EXERCISE BRIEF — For this exercise, repeat the whole listing below exactly. Leave the pictures out.

RECORDS FOR THIS TASK —
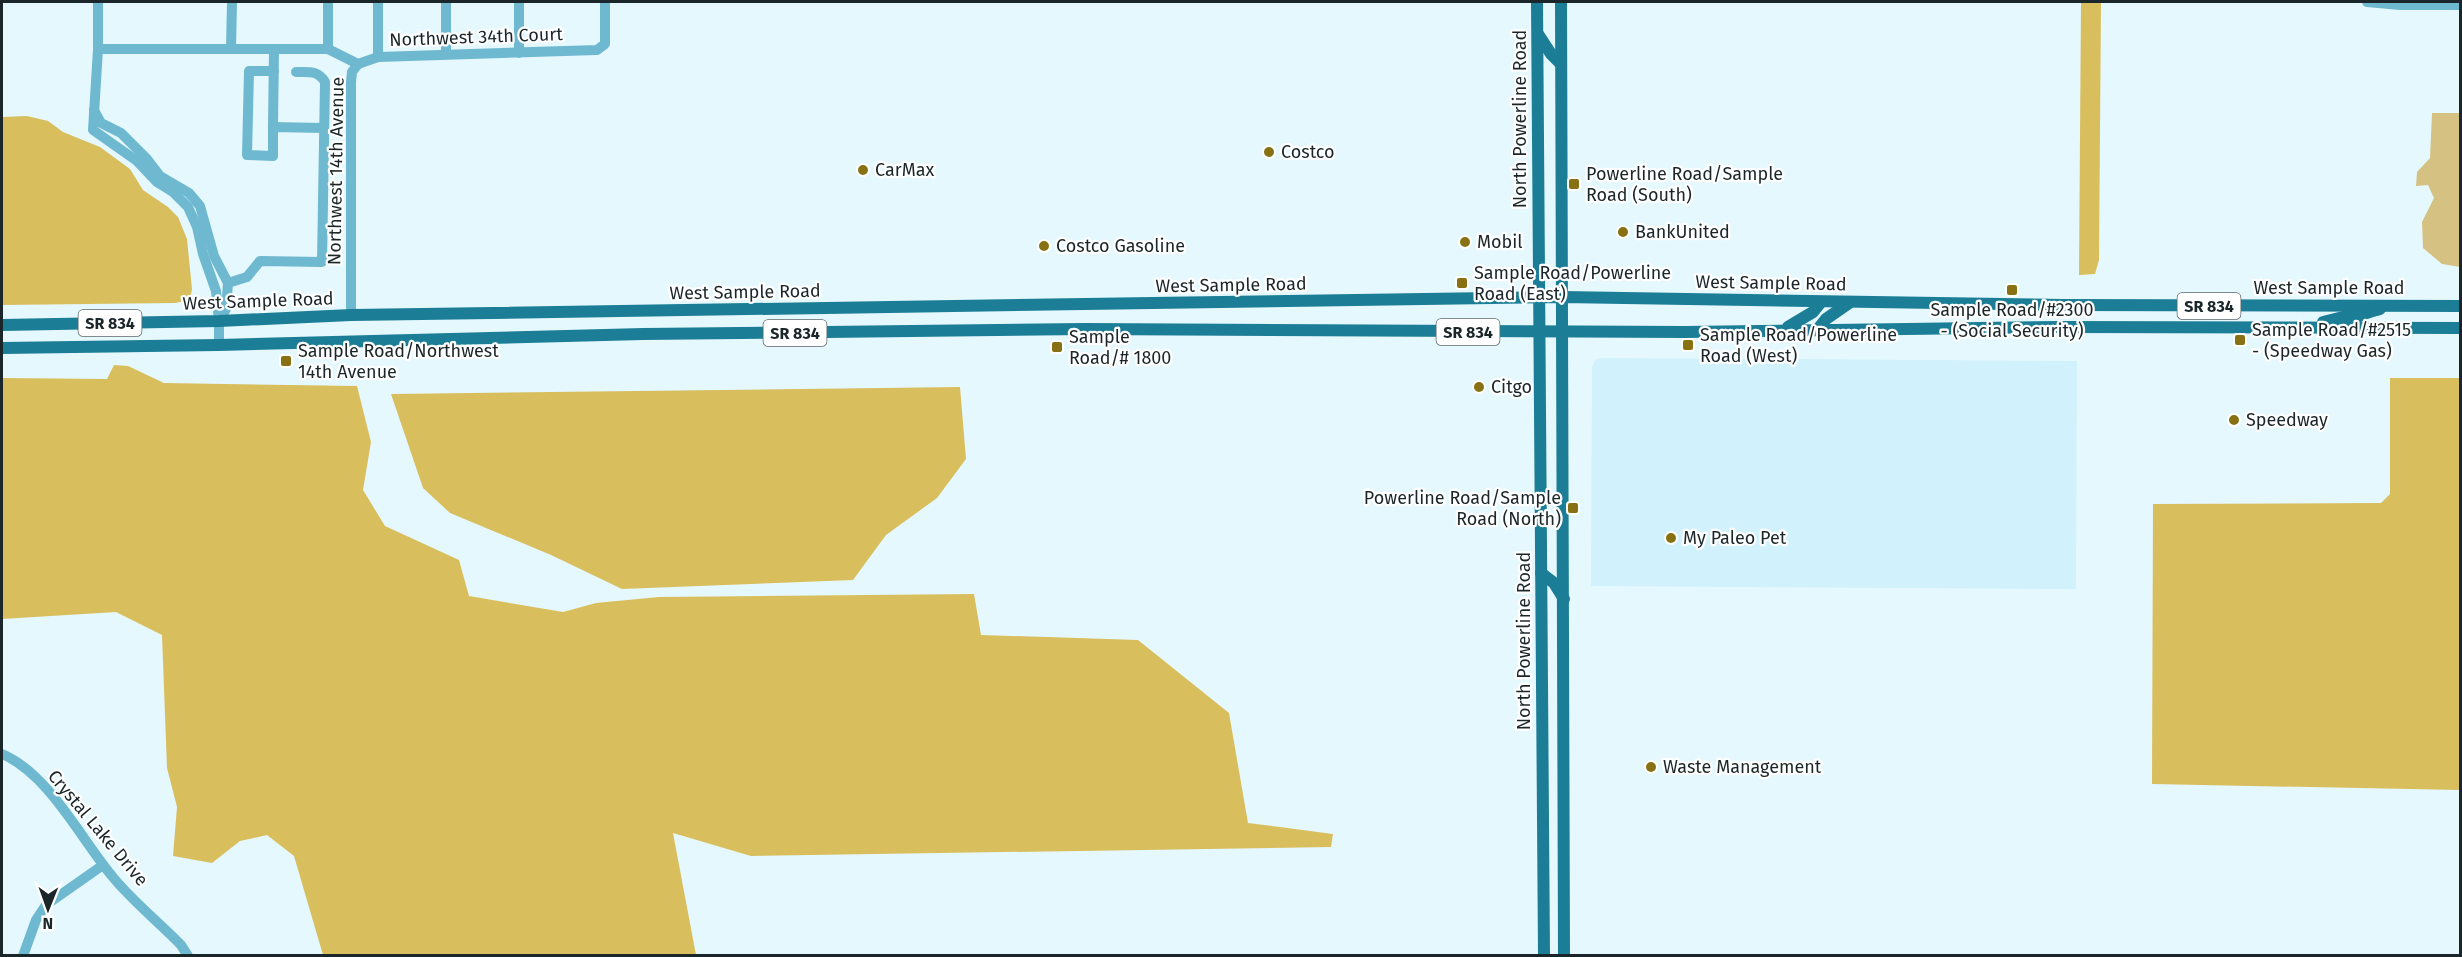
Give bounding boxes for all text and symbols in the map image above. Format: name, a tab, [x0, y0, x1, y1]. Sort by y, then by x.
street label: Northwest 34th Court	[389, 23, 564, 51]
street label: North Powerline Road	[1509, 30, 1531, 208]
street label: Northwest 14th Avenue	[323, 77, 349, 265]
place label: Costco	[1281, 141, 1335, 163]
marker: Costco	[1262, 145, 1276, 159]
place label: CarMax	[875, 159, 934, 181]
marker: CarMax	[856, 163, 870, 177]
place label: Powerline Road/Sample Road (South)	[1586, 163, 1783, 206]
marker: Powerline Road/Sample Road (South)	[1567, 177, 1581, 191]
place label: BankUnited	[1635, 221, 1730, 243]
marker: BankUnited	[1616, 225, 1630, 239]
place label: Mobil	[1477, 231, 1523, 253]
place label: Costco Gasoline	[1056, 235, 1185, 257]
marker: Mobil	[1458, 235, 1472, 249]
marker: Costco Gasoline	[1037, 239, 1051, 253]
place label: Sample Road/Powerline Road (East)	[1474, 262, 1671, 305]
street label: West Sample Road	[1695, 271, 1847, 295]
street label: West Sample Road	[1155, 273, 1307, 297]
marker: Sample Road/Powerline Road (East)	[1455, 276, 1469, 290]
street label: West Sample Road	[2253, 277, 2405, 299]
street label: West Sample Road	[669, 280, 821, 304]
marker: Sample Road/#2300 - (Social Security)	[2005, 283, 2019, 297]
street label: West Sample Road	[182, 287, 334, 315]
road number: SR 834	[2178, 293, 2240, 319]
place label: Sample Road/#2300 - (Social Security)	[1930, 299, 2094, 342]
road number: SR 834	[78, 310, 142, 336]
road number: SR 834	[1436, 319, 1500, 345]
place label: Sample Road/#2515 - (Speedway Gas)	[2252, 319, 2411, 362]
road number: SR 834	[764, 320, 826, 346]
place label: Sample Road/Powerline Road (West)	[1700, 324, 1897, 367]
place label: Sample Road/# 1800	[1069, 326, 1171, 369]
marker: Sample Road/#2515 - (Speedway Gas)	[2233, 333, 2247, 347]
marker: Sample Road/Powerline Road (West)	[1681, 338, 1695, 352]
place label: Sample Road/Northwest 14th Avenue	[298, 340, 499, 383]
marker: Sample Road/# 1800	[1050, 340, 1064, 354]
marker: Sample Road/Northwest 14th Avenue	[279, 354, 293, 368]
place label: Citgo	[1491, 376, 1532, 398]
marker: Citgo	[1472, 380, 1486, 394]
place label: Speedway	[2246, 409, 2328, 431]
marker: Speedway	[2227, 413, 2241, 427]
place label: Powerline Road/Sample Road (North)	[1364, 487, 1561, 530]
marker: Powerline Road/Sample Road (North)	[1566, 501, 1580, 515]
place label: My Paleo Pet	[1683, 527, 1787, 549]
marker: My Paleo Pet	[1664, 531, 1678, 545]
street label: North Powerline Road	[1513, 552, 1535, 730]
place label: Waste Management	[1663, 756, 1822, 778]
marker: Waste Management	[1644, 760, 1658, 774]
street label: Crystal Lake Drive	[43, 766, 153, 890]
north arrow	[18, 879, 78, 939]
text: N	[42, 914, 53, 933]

YOUR RESPONSE —
Give bounding boxes for all text and symbols in the map image above. Format: name, a tab, [x0, y0, x1, y1]. Sort by y, then by x.
street label: Northwest 34th Court	[389, 23, 564, 51]
street label: North Powerline Road	[1509, 30, 1531, 208]
street label: Northwest 14th Avenue	[323, 77, 349, 265]
place label: Costco	[1281, 141, 1335, 163]
marker: Costco	[1262, 145, 1276, 159]
place label: CarMax	[875, 159, 934, 181]
marker: CarMax	[856, 163, 870, 177]
place label: Powerline Road/Sample Road (South)	[1586, 163, 1783, 206]
marker: Powerline Road/Sample Road (South)	[1567, 177, 1581, 191]
place label: BankUnited	[1635, 221, 1730, 243]
marker: BankUnited	[1616, 225, 1630, 239]
place label: Mobil	[1477, 231, 1523, 253]
place label: Costco Gasoline	[1056, 235, 1185, 257]
marker: Mobil	[1458, 235, 1472, 249]
marker: Costco Gasoline	[1037, 239, 1051, 253]
place label: Sample Road/Powerline Road (East)	[1474, 262, 1671, 305]
street label: West Sample Road	[1695, 271, 1847, 295]
street label: West Sample Road	[1155, 273, 1307, 297]
marker: Sample Road/Powerline Road (East)	[1455, 276, 1469, 290]
street label: West Sample Road	[2253, 277, 2405, 299]
street label: West Sample Road	[669, 280, 821, 304]
marker: Sample Road/#2300 - (Social Security)	[2005, 283, 2019, 297]
street label: West Sample Road	[182, 287, 334, 315]
road number: SR 834	[2178, 293, 2240, 319]
place label: Sample Road/#2300 - (Social Security)	[1930, 299, 2094, 342]
road number: SR 834	[78, 310, 142, 336]
road number: SR 834	[1436, 319, 1500, 345]
place label: Sample Road/#2515 - (Speedway Gas)	[2252, 319, 2411, 362]
road number: SR 834	[764, 320, 826, 346]
place label: Sample Road/Powerline Road (West)	[1700, 324, 1897, 367]
place label: Sample Road/# 1800	[1069, 326, 1171, 369]
marker: Sample Road/#2515 - (Speedway Gas)	[2233, 333, 2247, 347]
marker: Sample Road/Powerline Road (West)	[1681, 338, 1695, 352]
place label: Sample Road/Northwest 14th Avenue	[298, 340, 499, 383]
marker: Sample Road/# 1800	[1050, 340, 1064, 354]
marker: Sample Road/Northwest 14th Avenue	[279, 354, 293, 368]
place label: Citgo	[1491, 376, 1532, 398]
marker: Citgo	[1472, 380, 1486, 394]
place label: Speedway	[2246, 409, 2328, 431]
marker: Speedway	[2227, 413, 2241, 427]
place label: Powerline Road/Sample Road (North)	[1364, 487, 1561, 530]
marker: Powerline Road/Sample Road (North)	[1566, 501, 1580, 515]
place label: My Paleo Pet	[1683, 527, 1787, 549]
marker: My Paleo Pet	[1664, 531, 1678, 545]
street label: North Powerline Road	[1513, 552, 1535, 730]
place label: Waste Management	[1663, 756, 1822, 778]
marker: Waste Management	[1644, 760, 1658, 774]
street label: Crystal Lake Drive	[43, 766, 153, 890]
north arrow	[18, 879, 78, 939]
text: N	[42, 914, 53, 933]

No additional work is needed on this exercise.